A imposição de nomes é um importante elemento para a compreensão de coletivos indígenas de um modo geral, pois estes nomes são considerados a própria pessoa humana (e suas composições com outros seres extra-humanos do cosmos) e não uma designação de indivíduo (e de seus pertencimentos a grupos humanos), como costuma acontecer no ocidente eurorreferenciado. Entre os Jê, e particularmente entre os Kanhgág, constitui-se em um complexo sistema de relações entre humanos (parentes consanguíneos, afins, nominadores, por exemplo) e extra-humanos (todos os seres do cosmos). O ritual de nominação acontece com um banho de ervas, que segundo um interlocutor propicia ao kofá (ancião) ou ao kujá (xamã) o correto conhecimento do nome a ser imposto.
Sendo assim, uma aproximação mais aprofundada para a compreensão da onomástica kanhgág é necessária para o entendimento da própria pessoa, de seu corpo e de suas múltiplas e complexas relações e conexões com os seres presentes em seus territórios.
Nesta comunicação, tomo a nominação dos humanos kanhgág como uma imagem verbal que conecta pessoas humanas a outras pessoas extra-humanas (deuses, animais, vegetais, minerais…), incorporando aos humanos as potências, habilidades, qualidades, conhecimentos e propriedades destes extra-humanos. Com a nominação, estes seres do cosmos incorporam-se naqueles kanhgág que recebem o seu nome, sendo este último uma imagem verbal poderosa que materializa o encontro, a relação, presentificando este ser extra-humano. O nome é a objetificação deste encontro e a presentificação deste ser.
Neste contexto sócio-cosmo-ontológico particular, entendo a pessoa kanhgág como “parte de um nexo de relações” (Strathern, 2014, p. 501) em um cosmos intensamente relacional, instável e transformativo. E seu nome, enquanto artefato e imagem verbal, que materializa um encontro, uma relação com uma pessoa extra-humana, que a presentifica e de quem é(são) incorporada(s) potências, habilidades, conhecimentos.
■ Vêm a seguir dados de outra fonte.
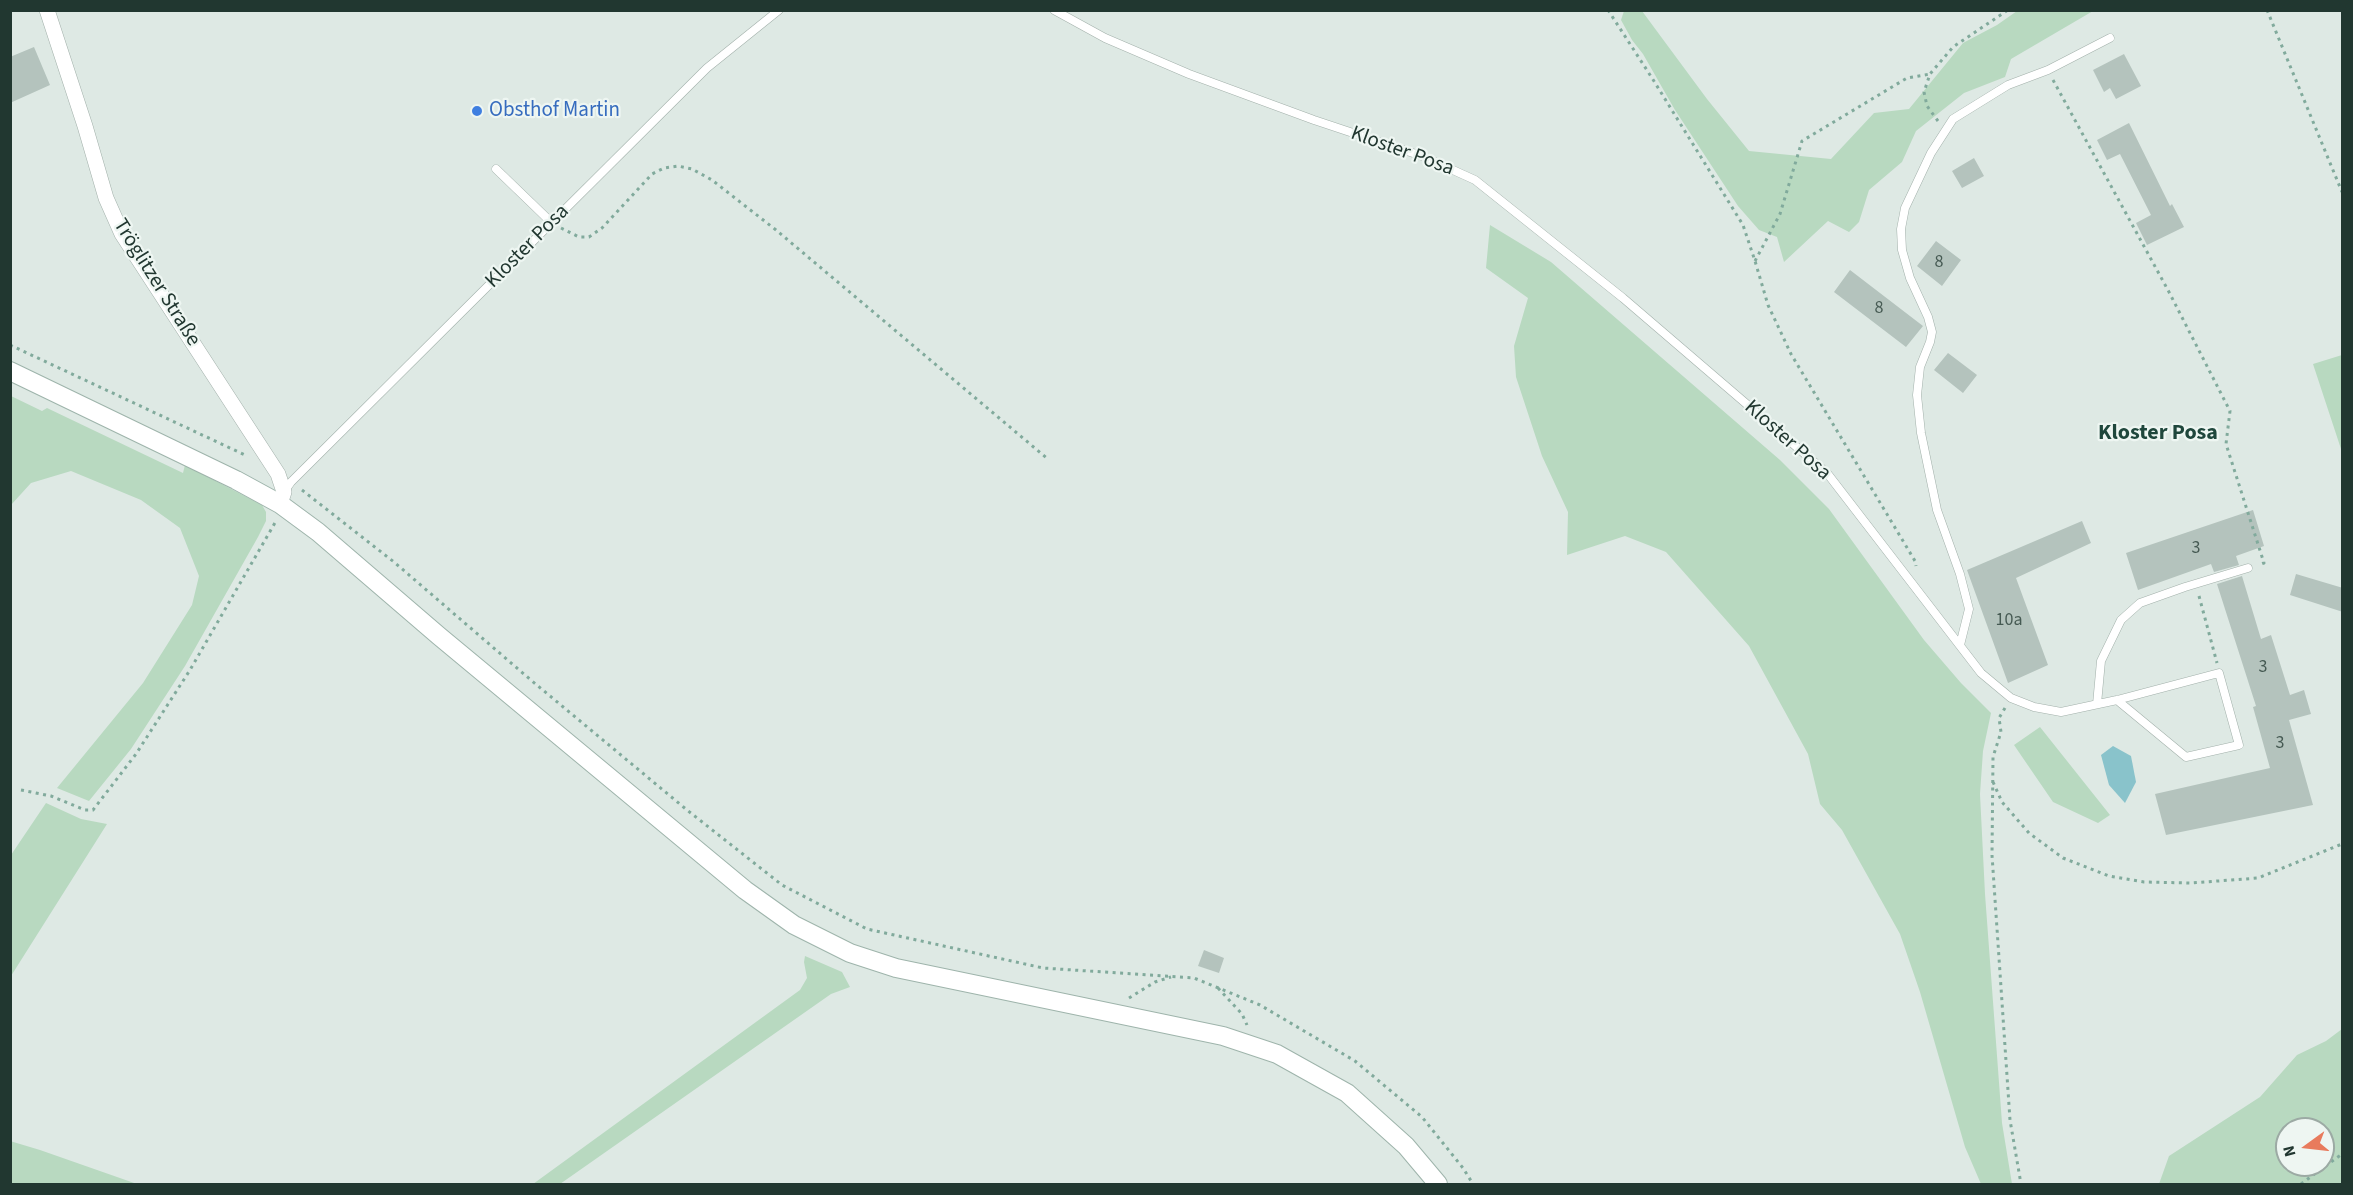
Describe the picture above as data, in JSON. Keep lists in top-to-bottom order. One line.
{"streets":{"street":["Tröglitzer Straße"],"lane":["Kloster Posa"]},"crossings":[["Kloster Posa","Tröglitzer Straße"]],"districts":["Kloster Posa"],"places":["Obsthof Martin"],"house_numbers":["8","8","3","10a","3","3"],"north":"left"}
De um modo geral, portanto, parece estarmos diante de uma sócio-cosmo-ontologia cuja onomástica aponta para estes nomes enquanto imagens e artefatos verbais, que presentificam estes seres e suas propriedades agentivas sobre o corpo e a pessoa dos nominados. Uma imagem verbal que presentifica poderes, forças, potências, transformando corpos e pessoas kanhgág ao longo do tempo.
STRATHERN, Ann Marilyn. O efeito etnográfico e outros ensaios. São Paulo, Cosac Naify, 2014.